### TRY IT
Please output all the entries word for word, without the pictures.

### PROVIDED RECORDS
════════
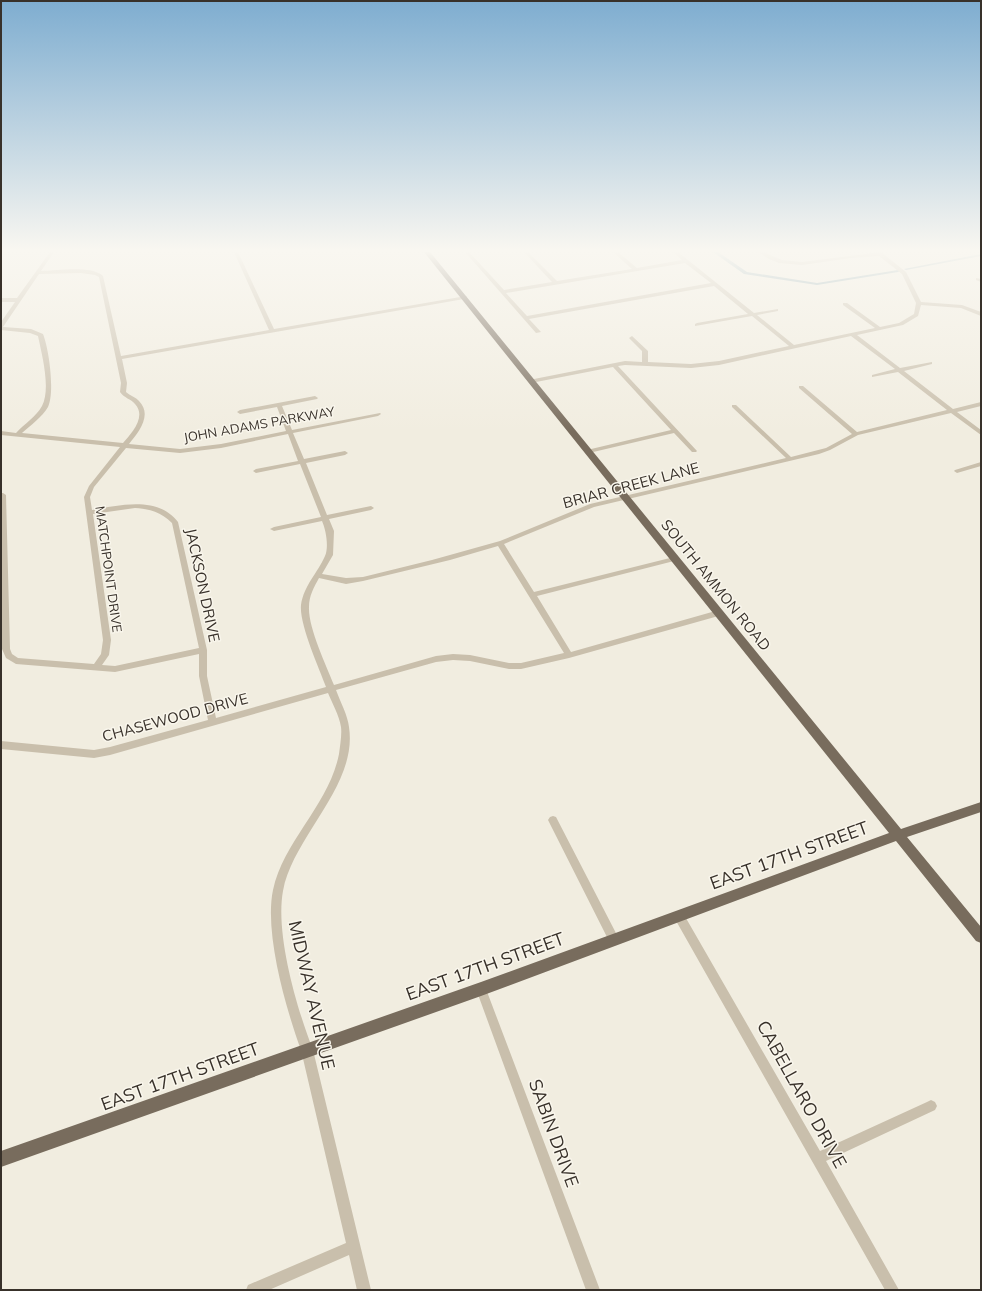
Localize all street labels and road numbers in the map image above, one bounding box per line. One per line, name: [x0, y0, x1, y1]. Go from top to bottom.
street label: JOHN ADAMS PARKWAY: [182, 403, 337, 445]
street label: BRIAR CREEK LANE: [561, 458, 701, 512]
street label: MATCHPOINT DRIVE: [92, 505, 126, 633]
street label: SOUTH AMMON ROAD: [657, 515, 775, 655]
street label: JACKSON DRIVE: [182, 526, 224, 644]
street label: CHASEWOOD DRIVE: [100, 688, 250, 746]
street label: EAST 17TH STREET: [707, 816, 872, 894]
street label: MIDWAY AVENUE: [284, 918, 340, 1072]
street label: EAST 17TH STREET: [403, 927, 568, 1005]
street label: CABELLARO DRIVE: [752, 1016, 852, 1172]
street label: EAST 17TH STREET: [98, 1037, 263, 1115]
street label: SABIN DRIVE: [524, 1076, 584, 1190]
════════
### SOLUTION TO THE PROBLEM
Localize all street labels and road numbers in the map image above, one bounding box per line. One per line, name: [x0, y0, x1, y1]. Go from top to bottom.
street label: JOHN ADAMS PARKWAY: [182, 403, 337, 445]
street label: BRIAR CREEK LANE: [561, 458, 701, 512]
street label: MATCHPOINT DRIVE: [92, 505, 126, 633]
street label: SOUTH AMMON ROAD: [657, 515, 775, 655]
street label: JACKSON DRIVE: [182, 526, 224, 644]
street label: CHASEWOOD DRIVE: [100, 688, 250, 746]
street label: EAST 17TH STREET: [707, 816, 872, 894]
street label: MIDWAY AVENUE: [284, 918, 340, 1072]
street label: EAST 17TH STREET: [403, 927, 568, 1005]
street label: CABELLARO DRIVE: [752, 1016, 852, 1172]
street label: EAST 17TH STREET: [98, 1037, 263, 1115]
street label: SABIN DRIVE: [524, 1076, 584, 1190]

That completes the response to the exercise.